The primary concerns are a low-cloud ceiling and a crosswind ‘violation’ at the Shuttle Landing Facility, the runway that would be used if Endeavour needed to return in an emergency straight after launch.

Waiting for storm to pass

It’s just before 9 pm and we’re in the KSC press centre to see if the launch pad retraction will still go ahead tonight following lightening and thunder in an early evening storm.

The latest it can be to maintain tomorrow’s launch is around 1030 pm - technicians are out at the pad now checking to see if there has been any lightening or storm damage.


They are also reviewing the weather forecast for the night to see if it will be safe to proceed and then to start fuelling the giant external tank.


If things can’t start by late this evening then tomorrow’s launch could be postponed.

Praying for clear skies

Arrived KSC just before nine. About a 30 minute drive from where I’m staying on Cocoa Beach. The car temperature gauge was reading 82F as I pulled into the car park at press centre.

Had dinner last evening wth Ken Kremer and some Dutch writers, and a journalist with Scientific American magazine. One of the Dutch guys, Jacob Kuiper, works for the weather service in Holland.

Very interesting guy who certainly knows his altostratus from his cumulonimbus - and a lot more besides, including volcanic ash clouds and the spread of radiation in the atmosphere from the Japanese nuclear reactors.

Back to the Shuttle, he told me that if the skies over the UK are clear tomorrow evening then the Space Shuttle ground-track will bring it across England.

So, given the right conditions, the Shuttle (and the separated external tank) should be visible in the sky between 18 and 20 minutes (9.05 pm BST) after launch.

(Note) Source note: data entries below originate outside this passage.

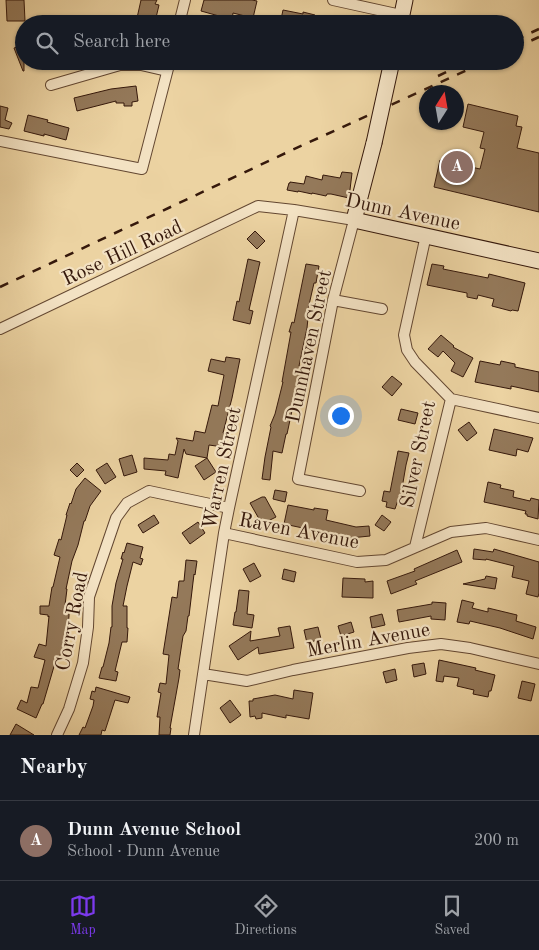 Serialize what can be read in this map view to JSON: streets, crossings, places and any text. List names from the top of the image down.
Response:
{
  "streets": {
    "street": [
      "Dunn Avenue",
      "Rose Hill Road",
      "Dunnhaven Street",
      "Silver Street",
      "Warren Street",
      "Raven Avenue",
      "Corry Road",
      "Merlin Avenue"
    ]
  },
  "crossings": [
    ["Dunn Avenue", "Rose Hill Road"],
    ["Dunn Avenue", "Dunnhaven Street"],
    ["Dunn Avenue", "Silver Street"],
    ["Dunn Avenue", "Warren Street"],
    ["Silver Street", "Raven Avenue"],
    ["Warren Street", "Raven Avenue"],
    ["Warren Street", "Corry Road"],
    ["Warren Street", "Merlin Avenue"]
  ],
  "north": "top",
  "page": {
    "search": "Search here",
    "pins": "A",
    "heading": "Nearby",
    "list": [
      {
        "mark": "A",
        "name": "Dunn Avenue School",
        "note": "School · Dunn Avenue",
        "value": "200 m"
      }
    ],
    "nav": ["Map", "Directions", "Saved"]
  }
}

Watch the launch live on NASA TV, have a cuppa and then pop outside to see Endeavour passing overhead with its crew of six. How cool would that be?

27 April 2011

Wildfire brings drama

NASA weather girl Kathy Winters (officially known as the Shuttle weather officer) is relied upon to get the forecast spot on in the days before a Space Shuttle launch.

At the pre-launch press conference this morning her main worry was a cold front moving through Thursday evening, which would mix with the warm and humid air and set off lightening storms.

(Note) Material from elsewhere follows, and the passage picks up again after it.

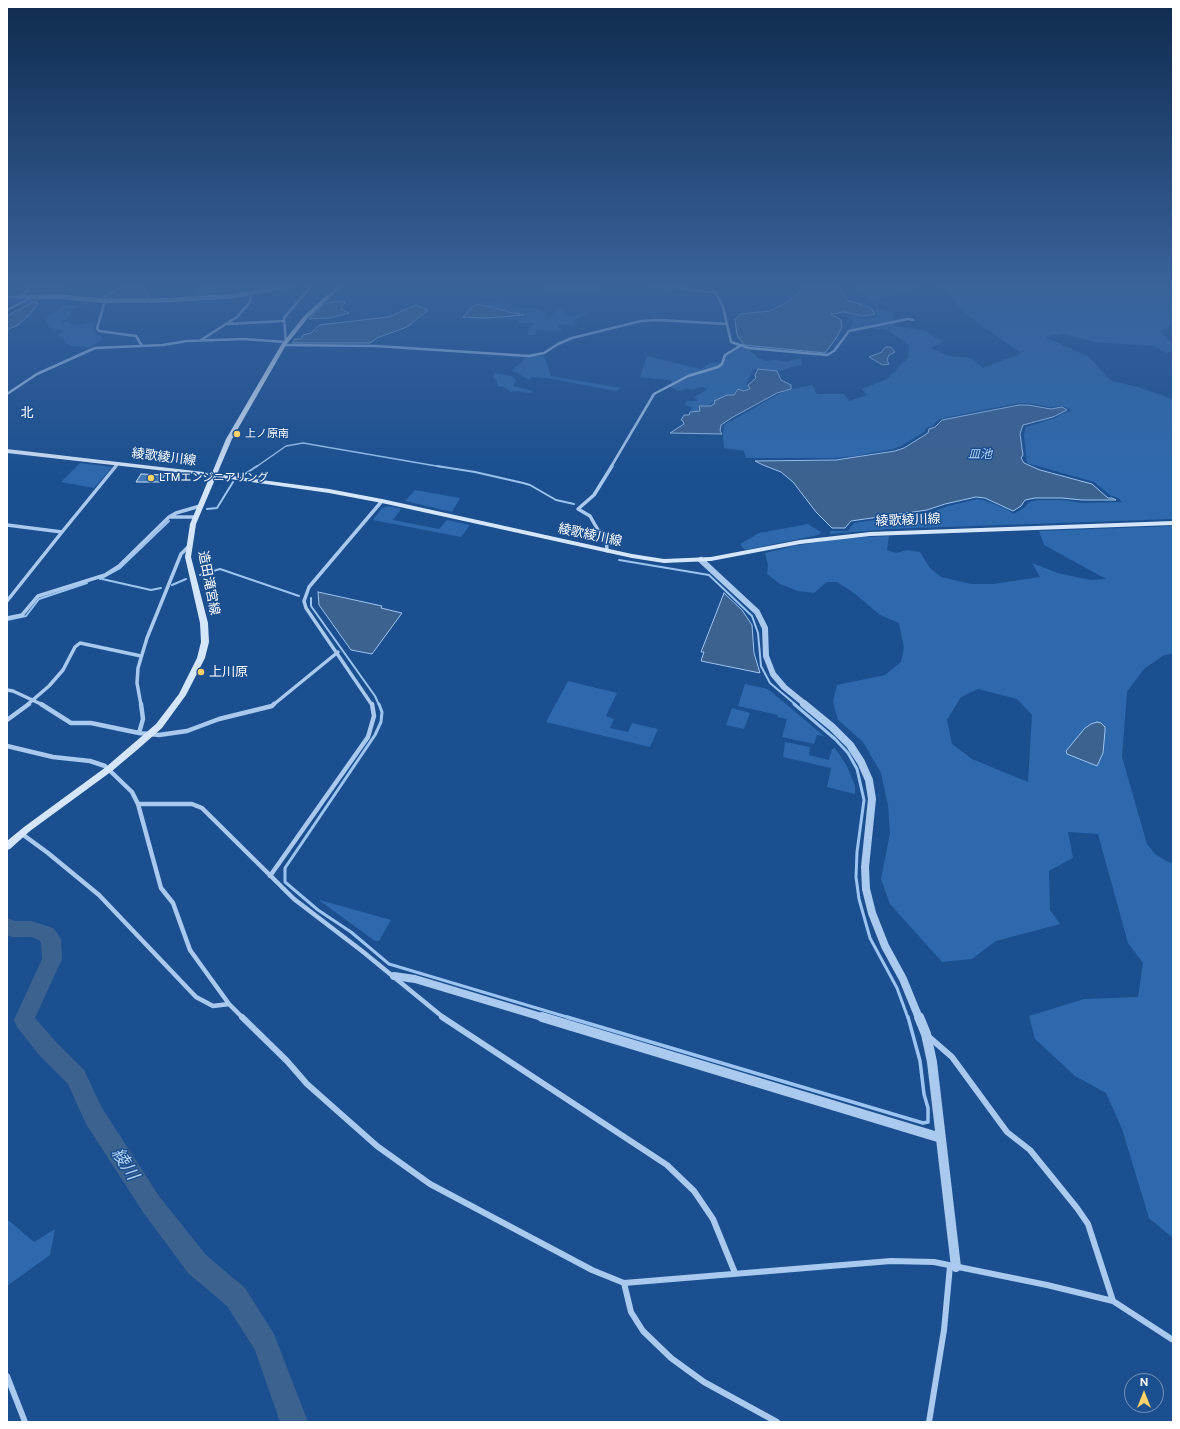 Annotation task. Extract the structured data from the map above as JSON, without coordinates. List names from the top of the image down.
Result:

This is at the crucial time when the launch pad’s so-called rotating service structure is pulled back from protecting the orbiter so the loading of fuel can begin.

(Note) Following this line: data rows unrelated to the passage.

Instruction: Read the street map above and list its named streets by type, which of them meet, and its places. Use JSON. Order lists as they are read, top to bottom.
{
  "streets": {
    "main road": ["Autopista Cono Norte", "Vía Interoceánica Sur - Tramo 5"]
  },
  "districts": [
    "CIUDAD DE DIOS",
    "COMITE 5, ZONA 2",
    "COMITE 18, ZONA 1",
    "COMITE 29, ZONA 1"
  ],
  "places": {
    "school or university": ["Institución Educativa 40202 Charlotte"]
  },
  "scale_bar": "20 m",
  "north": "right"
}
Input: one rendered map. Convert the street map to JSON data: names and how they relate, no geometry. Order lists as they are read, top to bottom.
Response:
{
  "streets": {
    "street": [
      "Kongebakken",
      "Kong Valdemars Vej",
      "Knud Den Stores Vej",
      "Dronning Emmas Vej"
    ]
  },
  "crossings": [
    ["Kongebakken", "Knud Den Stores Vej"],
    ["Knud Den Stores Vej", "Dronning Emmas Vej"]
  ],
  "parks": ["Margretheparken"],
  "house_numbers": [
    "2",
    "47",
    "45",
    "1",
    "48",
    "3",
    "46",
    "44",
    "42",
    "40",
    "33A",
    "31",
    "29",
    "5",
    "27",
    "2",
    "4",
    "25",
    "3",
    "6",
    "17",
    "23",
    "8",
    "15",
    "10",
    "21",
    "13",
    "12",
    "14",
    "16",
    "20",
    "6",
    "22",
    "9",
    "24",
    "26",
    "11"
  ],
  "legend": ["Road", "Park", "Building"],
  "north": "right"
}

Needless to say, any kind of lightening strike in the locality at such a volatile time would not be desirable.


But what Kathy (pictured above) could not know as she was speaking and the relaxed press conference was drawing to a close was that outside over the southern flank of KSC a bush fire was raging out of control.

At first it had seemed rather innocuous as a pall of dark smoke billowed into the blue sky. On the ground it was spreading like wildfire, fanned into life by a strong southerly breeze.


Some six hours later it was still raging out of control, with a helicopter dumping water to try and halt its march. Its progress had been frighteningly quick and far.


The launch pad was sufficiently far away not to come into the equation if it had been launch day - but it would have certainly marred the view for the press and others watching from KSC.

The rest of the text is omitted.